The idea with this one was to write music for the home city in a fictional sci-fi game. The first part is intended as music to a cut scene were the player space craft flies in over the city. The second part is intended as background music for the city after the player has landed and prepares for the next mission and such. Comments are as always appreciated.

[flash width=450 height=110 loop=false]http://player.soundcloud.com/player.swf?url=http%3A%2F%2Fapi.soundcloud.com%2Ftracks%2F151098009&secret_url=false[/flash]

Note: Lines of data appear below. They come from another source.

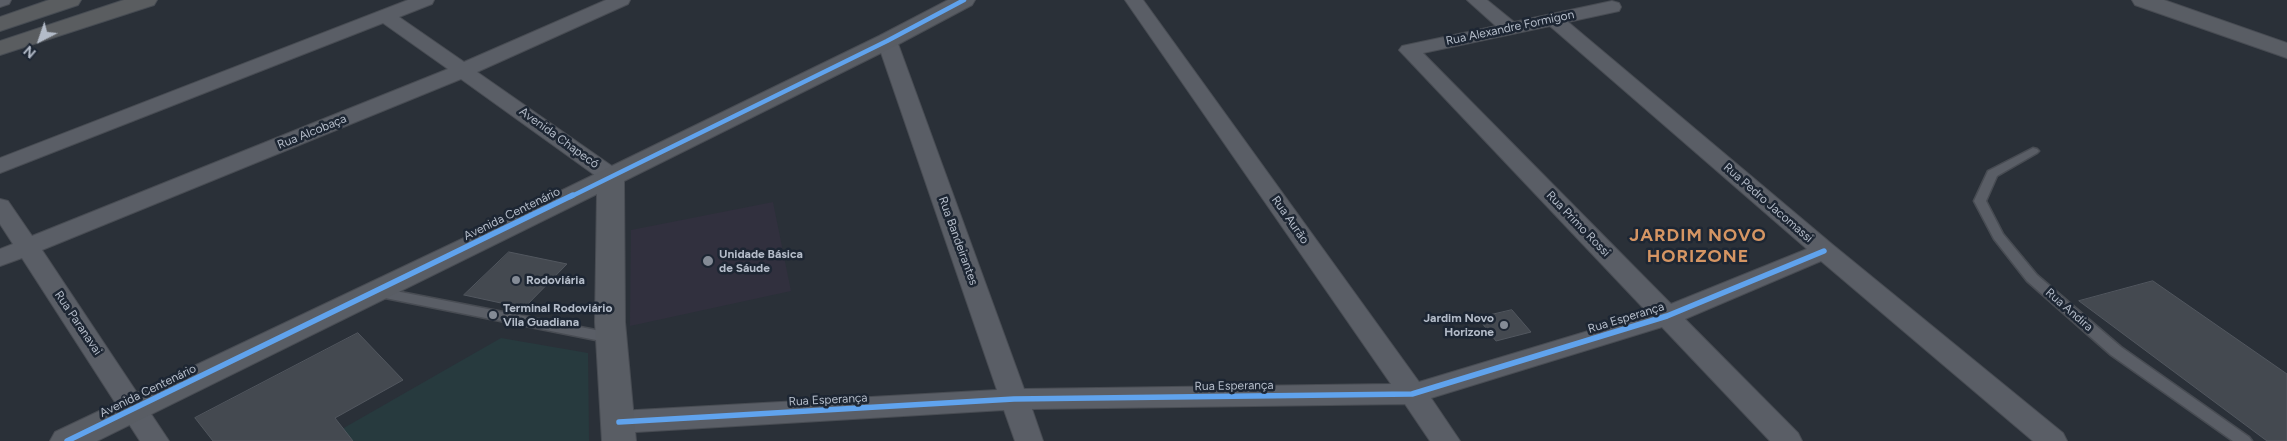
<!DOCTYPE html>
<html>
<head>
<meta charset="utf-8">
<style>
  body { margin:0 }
  #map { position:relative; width:2287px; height:441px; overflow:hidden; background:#2a3038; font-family:Figtree,sans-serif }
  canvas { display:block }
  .north { position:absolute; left:15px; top:15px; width:50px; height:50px; -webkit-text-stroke:4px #1d2633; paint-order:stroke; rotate:221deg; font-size:14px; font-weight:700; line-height:20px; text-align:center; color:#b4bcc9 }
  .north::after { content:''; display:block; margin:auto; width:18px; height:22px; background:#b4bcc9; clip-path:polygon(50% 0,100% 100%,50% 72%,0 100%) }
</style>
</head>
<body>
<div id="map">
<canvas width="2287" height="441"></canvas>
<div class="north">N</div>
</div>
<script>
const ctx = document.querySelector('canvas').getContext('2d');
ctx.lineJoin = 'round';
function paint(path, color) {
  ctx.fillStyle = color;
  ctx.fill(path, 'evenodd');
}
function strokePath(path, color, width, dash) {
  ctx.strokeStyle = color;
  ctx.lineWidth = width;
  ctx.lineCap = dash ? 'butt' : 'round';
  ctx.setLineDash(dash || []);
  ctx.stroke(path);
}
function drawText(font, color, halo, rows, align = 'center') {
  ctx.font = font + ' Figtree,sans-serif';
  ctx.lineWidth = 5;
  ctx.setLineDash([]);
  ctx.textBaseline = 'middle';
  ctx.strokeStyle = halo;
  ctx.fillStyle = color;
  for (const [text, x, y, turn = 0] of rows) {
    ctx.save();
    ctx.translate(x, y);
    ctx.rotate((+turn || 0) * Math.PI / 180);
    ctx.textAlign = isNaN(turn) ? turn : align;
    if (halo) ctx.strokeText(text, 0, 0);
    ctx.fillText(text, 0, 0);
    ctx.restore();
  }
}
paint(new Path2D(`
  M773,202L791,291L630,326L631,230Z`), '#31303e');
paint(new Path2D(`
  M501,338L588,353L589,441H321Z`), '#273a3e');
const building = new Path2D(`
  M509,252L567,264L524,308L464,295Z
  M2153,281L2287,374V441H2267L2079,301Z
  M1512,310L1531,332L1496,341L1478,318Z
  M358,333L403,380L335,418L353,441H213L195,418Z`);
paint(building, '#444950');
strokePath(building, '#52575f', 1);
const lane = new Path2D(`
  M2033,148L2037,149L2039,151L2037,153L1997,176L1986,201L2003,234L2037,275L2121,347L2249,437L2252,441H2233L2111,355L2027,281L1994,239L1974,201L1988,171Z
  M375,287L611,333L616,335L618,338L616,341L611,343L370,295L368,292Z`);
const street = new Path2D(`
  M0,0H11L9,4L0,7Z
  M408,0H434L432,4L399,17L464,62L606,0H630L628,4L477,72L619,171L622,176L619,181L611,183L603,181L461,79L42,250L169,441H140L22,258L0,266V249L13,244L0,224V199L8,201L32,236L448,69L383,23L0,173V158Z
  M1125,0H1143L1419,382L1648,313L1399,50L1402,46L1496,26L1467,0H1487L1514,22L1612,1L1619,3L1621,7L1619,11L1568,22L1833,245L2063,433L2067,441H2033L1821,261L1685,319L1798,433L1802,441H1770L1662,327L1431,398L1460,441H1430L1405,404L1032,409L1043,441H1015L1004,410L619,433L609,430L605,422L609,414L619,411L997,390L877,41L880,37H894L897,41L1024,389L1391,384ZM1550,26L1807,249L1671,304L1423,53Z`);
const secondary = new Path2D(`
  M948,0H975L972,5L895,46L624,181L625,322L636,441H602L595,322L597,194L97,441H50L55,432L466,237L879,36Z
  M2132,0H2164L2287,43V58L2135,5Z`);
const highway = new Path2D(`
  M49,0H81L78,5L0,31V17Z
  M124,0H157L154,5L0,55V41Z`);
strokePath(lane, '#484c53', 3);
strokePath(street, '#484c53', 2);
strokePath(secondary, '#484c53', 2);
strokePath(highway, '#474c53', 2);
paint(lane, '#5a5e66');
paint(street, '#5a5e66');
paint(secondary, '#595d64');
paint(highway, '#5a5d60');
strokePath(new Path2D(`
  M570,197L887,41L964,0`), '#60a3ed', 4.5);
strokePath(new Path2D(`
  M619,422L1014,399L1412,394L1667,316L1824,251
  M67,441L573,195`), '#60a3ed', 5.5);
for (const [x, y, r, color] of [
  [708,261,6,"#848b96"],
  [516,280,5,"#848b96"],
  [493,315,5,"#848b96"],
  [1504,325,5,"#848b96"]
]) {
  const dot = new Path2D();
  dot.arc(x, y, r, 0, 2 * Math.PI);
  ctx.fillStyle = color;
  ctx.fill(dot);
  strokePath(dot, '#1d2633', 2);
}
drawText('12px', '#b4bcc9', '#1d2633', [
  ["Rua Alexandre Formigon",1510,28,-12],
  ["Rua Alcobaça",312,132,-22],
  ["Avenida Chapecó",559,138,36],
  ["Rua Pedro Jacomassi",1768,203,41],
  ["Avenida Centenário",512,214,-26],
  ["Rua Aurão",1290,220,55],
  ["Rua Primo Rossi",1578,224,46],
  ["Rua Bandeirantes",958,241,70],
  ["Rua Andira",2069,310,41],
  ["Rua Esperança",1626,318,-17],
  ["Rua Paranavai",78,323,56],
  ["Rua Esperança",1234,386,-1],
  ["Avenida Centenário",148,391,-26],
  ["Rua Esperança",828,400,-3]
]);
drawText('bold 12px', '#b4bcc9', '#1d2633', [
  ["Unidade Básica",719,254],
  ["de Sáude",719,268],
  ["Rodoviária",526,280],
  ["Terminal Rodoviário",503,308],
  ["Vila Guadiana",503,322],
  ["Jardim Novo",1494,318,"right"],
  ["Horizone",1494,332,"right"]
], 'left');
ctx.letterSpacing = '1px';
drawText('bold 18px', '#d59563', '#1d2633', [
  ["JARDIM NOVO",1698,236],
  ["HORIZONE",1698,257]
]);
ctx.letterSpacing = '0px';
</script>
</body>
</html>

And here are both pieces from FATE in succession:

[flash width=450 height=110 loop=false]http://player.soundcloud.com/player.swf?url=http%3A%2F%2Fapi.soundcloud.com%2Fplaylists%2F36425614&secret_url=false[/flash]


----------



## Cygnus64 (May 25, 2014)

Very nice, lots of textures. My only suggestion is in the first one- the "dubsteppish" bass sound at the beginning might work better with a traditional sound. You can add it at some point later, but you have a big, majestic orchestral intro and that part stuck out a bit. Other than that, both were very enjoyable.


----------



## Resoded (May 26, 2014)

Thanks for the feedback Cygnus.


----------



## lucky909091 (May 26, 2014)

Well done, really good work.


----------



## Gzu (May 26, 2014)

Hi there!

Great Sound!!


----------



## Resoded (May 26, 2014)

Thanks lucky909091 and Goncalo.


----------



## Vin (May 26, 2014)

Excellent work o-[][]-o

Such a nice arp in Home at 1:49...is that Omni or Zebra?


----------



## Resoded (May 27, 2014)

Thanks Vin. 

The Arp there is from Omni, it's from the stock patches, think it's called JP arp or something like that.


----------



## Hawkes (May 27, 2014)

Really nice work. Personally, I like the dubstep synth in the second part. I think it adds to the sci-fi feel. I do think the higher notes of that could be turned down a little though.


----------



## Resoded (May 27, 2014)

Thanks for the feedback Hawkes!


----------



## SymphonicSamples (May 28, 2014)

Hey Erik , loved the atmosphere and balance between the orchestral writing and sound design . The piece would surely add to any Si-Fi game , very well done o-[][]-o


----------



## Resoded (May 29, 2014)

Thanks Matt.


----------



## ghostnote (May 29, 2014)

Sounds good Erik. Are you using the Kramer Tape? Sounds like there's a bit "wow & flutter" in it. You could work a bit on timing your legato lines, but I know that can be hard sometimes.


----------



## Resoded (May 29, 2014)

Thanks for the feedback Michael! I'm using Slate VTM, so you heard right about the tape but got the product wrong.


----------



## ghostnote (May 29, 2014)

Resoded @ Thu May 29 said:


> Thanks for the feedback Michael! I'm using Slate VTM, so you heard right about the tape but got the product wrong.



Damnit  

I'd reduce the flutter. Spitfire is recording to tape anyway, so I'm not sure if I would use a tape plugin in combination with their libraries.


----------